Breadfruit is a large, tropical fruit native to Southeast Asia and the Pacific Islands. It grows on trees and has a starchy, potato-like flesh when unripe, but sweet and fruity when ripe.

Why is breadfruit considered a superfood?

Breadfruit is packed with nutrients! It’s a good source of fiber, protein, vitamin C, potassium, and several other essential minerals. Research suggests it can be beneficial for digestion, blood sugar control, and heart health.

Is breadfruit readily available in the US?

Fresh breadfruit can be challenging to find in most US grocery stores, especially outside of tropical regions. However, breadfruit flour, chips, and frozen options are becoming more common.

How can I incorporate breadfruit into my diet?

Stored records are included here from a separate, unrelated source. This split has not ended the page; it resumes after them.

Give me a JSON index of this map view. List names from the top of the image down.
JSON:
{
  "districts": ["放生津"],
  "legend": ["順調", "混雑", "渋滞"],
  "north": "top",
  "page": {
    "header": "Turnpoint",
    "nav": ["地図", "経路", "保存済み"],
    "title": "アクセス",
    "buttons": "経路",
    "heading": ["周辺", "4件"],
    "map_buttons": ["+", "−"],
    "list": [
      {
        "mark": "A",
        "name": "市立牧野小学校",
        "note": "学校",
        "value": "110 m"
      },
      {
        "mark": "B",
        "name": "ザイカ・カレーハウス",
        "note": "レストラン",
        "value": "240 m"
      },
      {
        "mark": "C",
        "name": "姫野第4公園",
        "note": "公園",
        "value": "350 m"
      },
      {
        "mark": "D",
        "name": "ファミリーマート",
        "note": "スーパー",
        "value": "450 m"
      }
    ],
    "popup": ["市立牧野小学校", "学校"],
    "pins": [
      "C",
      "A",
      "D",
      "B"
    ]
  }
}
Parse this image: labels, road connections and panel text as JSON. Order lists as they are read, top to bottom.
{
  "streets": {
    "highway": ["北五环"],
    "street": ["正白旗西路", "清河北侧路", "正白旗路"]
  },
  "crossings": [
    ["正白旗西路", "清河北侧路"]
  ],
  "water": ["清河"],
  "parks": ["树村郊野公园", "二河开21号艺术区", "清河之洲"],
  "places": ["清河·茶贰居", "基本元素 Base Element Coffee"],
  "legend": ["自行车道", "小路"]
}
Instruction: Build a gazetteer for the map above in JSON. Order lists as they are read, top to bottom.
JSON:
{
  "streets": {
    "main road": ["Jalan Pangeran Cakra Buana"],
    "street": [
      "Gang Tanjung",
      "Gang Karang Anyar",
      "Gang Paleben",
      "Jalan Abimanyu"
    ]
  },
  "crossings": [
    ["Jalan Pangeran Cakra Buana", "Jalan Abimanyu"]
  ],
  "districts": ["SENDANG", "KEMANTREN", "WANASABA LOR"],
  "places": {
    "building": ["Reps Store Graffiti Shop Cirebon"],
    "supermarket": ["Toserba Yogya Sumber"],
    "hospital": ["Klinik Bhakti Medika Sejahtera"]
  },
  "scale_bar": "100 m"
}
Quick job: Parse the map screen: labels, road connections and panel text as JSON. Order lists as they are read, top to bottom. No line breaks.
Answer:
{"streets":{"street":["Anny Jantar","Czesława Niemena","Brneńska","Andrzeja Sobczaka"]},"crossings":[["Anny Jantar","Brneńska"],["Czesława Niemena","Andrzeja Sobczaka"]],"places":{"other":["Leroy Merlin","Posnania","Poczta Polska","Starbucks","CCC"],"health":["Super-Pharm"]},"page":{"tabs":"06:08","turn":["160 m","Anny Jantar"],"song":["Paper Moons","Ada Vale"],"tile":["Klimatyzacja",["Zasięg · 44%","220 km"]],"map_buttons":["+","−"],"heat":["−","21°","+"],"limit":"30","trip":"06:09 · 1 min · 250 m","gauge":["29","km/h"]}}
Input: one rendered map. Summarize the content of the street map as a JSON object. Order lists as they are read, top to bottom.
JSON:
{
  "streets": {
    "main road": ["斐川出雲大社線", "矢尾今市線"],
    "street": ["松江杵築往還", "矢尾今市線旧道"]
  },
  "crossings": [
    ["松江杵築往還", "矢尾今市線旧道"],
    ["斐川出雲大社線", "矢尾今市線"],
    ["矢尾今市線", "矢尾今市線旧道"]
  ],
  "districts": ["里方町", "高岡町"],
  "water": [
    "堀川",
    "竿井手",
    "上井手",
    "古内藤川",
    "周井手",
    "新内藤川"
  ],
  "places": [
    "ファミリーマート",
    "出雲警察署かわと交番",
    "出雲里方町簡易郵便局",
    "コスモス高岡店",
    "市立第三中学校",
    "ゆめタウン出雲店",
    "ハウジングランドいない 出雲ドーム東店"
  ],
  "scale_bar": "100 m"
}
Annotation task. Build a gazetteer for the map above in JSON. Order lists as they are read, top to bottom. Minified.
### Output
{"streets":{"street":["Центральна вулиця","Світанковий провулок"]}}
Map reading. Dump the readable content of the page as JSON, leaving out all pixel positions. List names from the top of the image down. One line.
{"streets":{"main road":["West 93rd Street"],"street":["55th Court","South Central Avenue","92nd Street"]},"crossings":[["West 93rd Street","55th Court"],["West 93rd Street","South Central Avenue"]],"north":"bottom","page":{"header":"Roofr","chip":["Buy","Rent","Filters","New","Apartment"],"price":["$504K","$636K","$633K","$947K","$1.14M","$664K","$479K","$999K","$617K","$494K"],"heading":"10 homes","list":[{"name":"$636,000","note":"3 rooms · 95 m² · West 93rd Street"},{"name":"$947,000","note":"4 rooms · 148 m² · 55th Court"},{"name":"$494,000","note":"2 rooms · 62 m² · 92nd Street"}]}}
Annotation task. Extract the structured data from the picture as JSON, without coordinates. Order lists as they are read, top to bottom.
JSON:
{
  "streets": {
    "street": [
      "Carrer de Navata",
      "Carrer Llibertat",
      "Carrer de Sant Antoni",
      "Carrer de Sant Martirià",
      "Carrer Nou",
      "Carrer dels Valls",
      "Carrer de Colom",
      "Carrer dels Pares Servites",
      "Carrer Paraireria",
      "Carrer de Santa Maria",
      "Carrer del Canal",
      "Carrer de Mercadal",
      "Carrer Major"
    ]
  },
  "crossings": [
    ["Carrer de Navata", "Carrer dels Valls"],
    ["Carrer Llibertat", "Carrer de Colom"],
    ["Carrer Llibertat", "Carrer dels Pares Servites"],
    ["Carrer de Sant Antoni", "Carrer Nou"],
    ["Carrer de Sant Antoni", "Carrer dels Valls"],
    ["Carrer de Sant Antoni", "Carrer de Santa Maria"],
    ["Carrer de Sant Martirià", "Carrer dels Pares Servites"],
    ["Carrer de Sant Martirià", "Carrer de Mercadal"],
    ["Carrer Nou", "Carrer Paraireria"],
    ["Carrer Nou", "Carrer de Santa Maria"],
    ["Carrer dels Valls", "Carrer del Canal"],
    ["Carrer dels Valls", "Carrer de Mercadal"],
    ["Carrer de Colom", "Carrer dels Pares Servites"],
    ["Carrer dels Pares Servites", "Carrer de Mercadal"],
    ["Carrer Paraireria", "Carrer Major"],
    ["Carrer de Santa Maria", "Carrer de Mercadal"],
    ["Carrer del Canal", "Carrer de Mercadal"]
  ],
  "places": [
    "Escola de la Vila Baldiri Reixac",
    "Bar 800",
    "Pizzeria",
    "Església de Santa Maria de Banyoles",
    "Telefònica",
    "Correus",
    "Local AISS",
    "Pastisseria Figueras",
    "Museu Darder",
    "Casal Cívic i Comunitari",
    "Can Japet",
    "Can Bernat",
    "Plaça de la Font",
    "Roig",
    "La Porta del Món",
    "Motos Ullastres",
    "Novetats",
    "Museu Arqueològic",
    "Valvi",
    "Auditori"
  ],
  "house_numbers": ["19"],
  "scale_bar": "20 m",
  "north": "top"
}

Breadfruit flour is a gluten-free alternative to wheat flour for baking. You can use it in pancakes, breads, or even pasta. Unripe breadfruit can be roasted, boiled, or fried for a savory side dish. Ripe breadfruit is delicious eaten fresh or used in smoothies.

What are the health benefits of breadfruit compared to other starches like potatoes?

Breadfruit is generally lower in calories and fat than potatoes. It boasts more fiber and potassium, making it a more nutrient-dense choice.

Is breadfruit sustainable?

Yes! Breadfruit trees are highly productive and require minimal resources to grow. They can be a valuable addition to sustainable agriculture practices.

Does breadfruit taste good?

Taste is subjective, but many describe unripe breadfruit as having a neutral, slightly sweet flavor that readily absorbs seasonings. Ripe breadfruit has a fruity, jackfruit-like taste.

Is breadfruit safe for everyone to eat?

Breadfruit is generally safe for most people. However, if you have latex allergies, consult your doctor before consuming breadfruit as it may cause a reaction.

How much breadfruit should I eat?

There’s no one-size-fits-all answer. As with any food, moderation is key. Talk to a registered dietitian for personalized dietary advice.

What are the potential downsides of breadfruit?

Fresh breadfruit has a short shelf life and can be challenging to find in some areas. Processing methods like drying or freezing can affect the nutrient content.